10. En revanche, il résulte de l’instruction et notamment de l’examen du relevé d’information intégral que l’infraction commise le 25 juillet 2015 a été relevée par procès-verbal électronique sans interception du véhicule et qu’elle a donné lieu à l’émission d’un titre exécutoire pour le recouvrement de l’amende forfaitaire majorée correspondante. Or, le ministre n’apporte pas la preuve que M. B… l’aurait payée, ni qu’il aurait réceptionné l’avis d’amende forfaitaire majorée. Dans ces conditions, l’administration ne peut être regardée comme s’étant acquittée de son obligation d’information pour cette infraction. Par suite, M. B… est fondé à demander l’annulation de la décision de retrait de points consécutive à cette infraction.
Sur les conclusions à fin d’injonction :
11. Le présent jugement implique nécessairement que l’administration restitue à M. B… les points qui lui ont été irrégulièrement retirés à la suite des infractions commises les 16 juin 2014 et 25 juillet 2015.
D E C I D E :
Article 1er : Il n’y a pas lieu de statuer sur les conclusions relatives aux décisions de retrait de points consécutives aux infractions commises les 19 septembre 2011, 16 janvier 2020 et 3 juillet 2021.
Article 2 : Les décisions par lesquelles le ministre de l’intérieur a procédé au retrait des points affectés au permis de conduire de M. B… à la suite des infractions commises les 16 juin 2014 et 25 juillet 2015 sont annulées.

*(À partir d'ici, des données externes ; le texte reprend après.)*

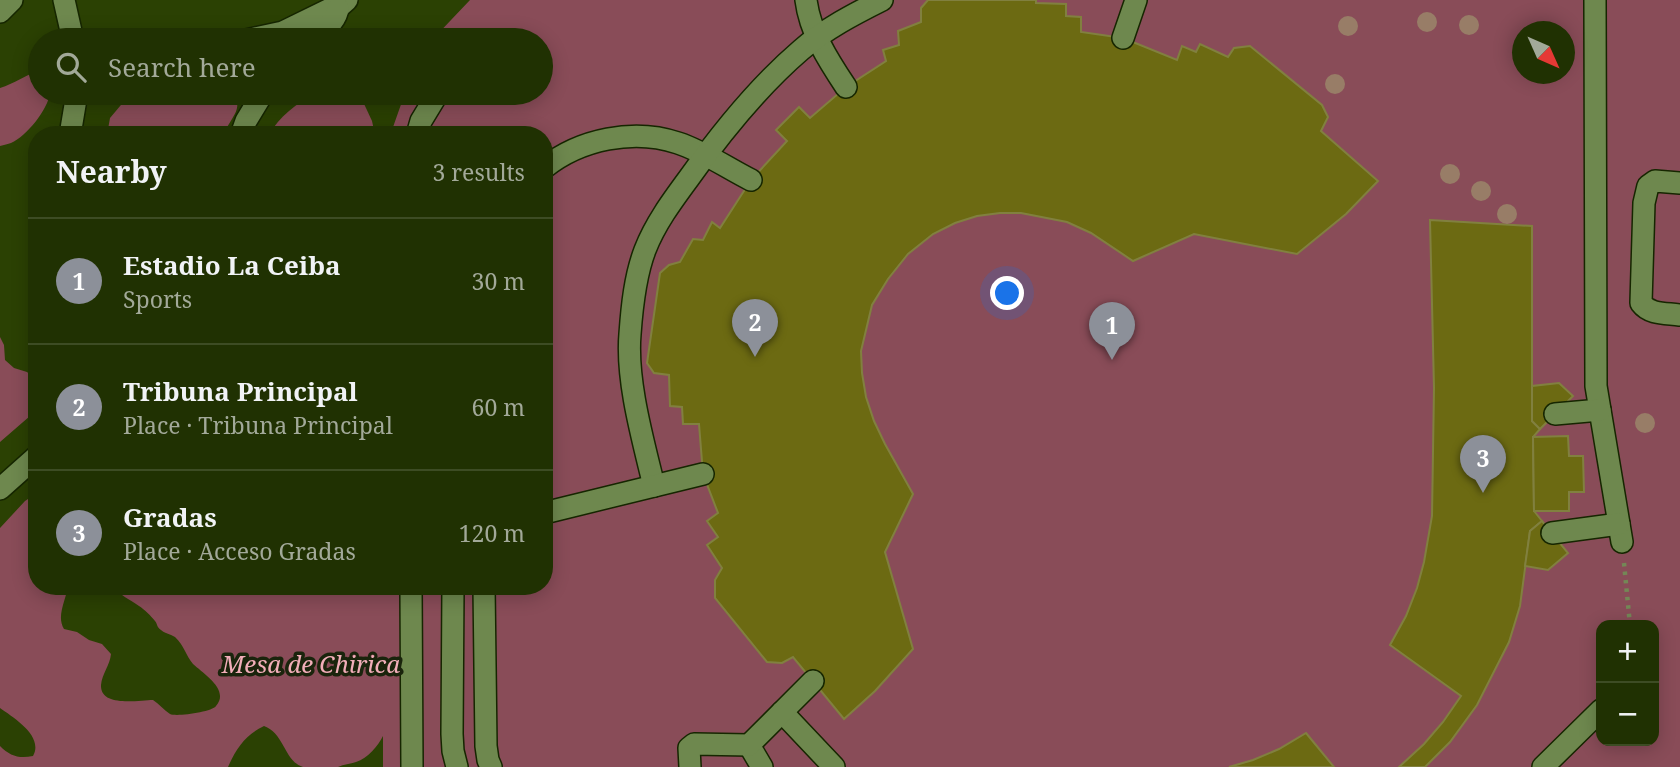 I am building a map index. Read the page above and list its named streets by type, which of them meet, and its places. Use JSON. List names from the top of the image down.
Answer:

Article 3 : Il est enjoint au ministre de l’intérieur de restituer dans un délai de deux mois à compter de la notification du présent jugement, les points illégalement retirés par les décisions annulées à l’article 2.
Article 4 : Le surplus des conclusions de la requête de M. B… est rejeté.
Article 5 : Le présent jugement sera notifié à M. A… B… et au ministre d’État, ministre de l’intérieur.
Rendu public par mise à disposition au greffe le 11 juillet 2025.
La magistrate désignée,
Signé
M.-C. GIRAUDON
Le greffier,
Signé
Y. FADEL
La République mande et ordonne au ministre d’État, ministre de l’intérieur en ce qui le concerne ou à tous commissaires de justice à ce requis en ce qui concerne les voies de droit commun contre les parties privées, de pourvoir à l’exécution de la présente décision.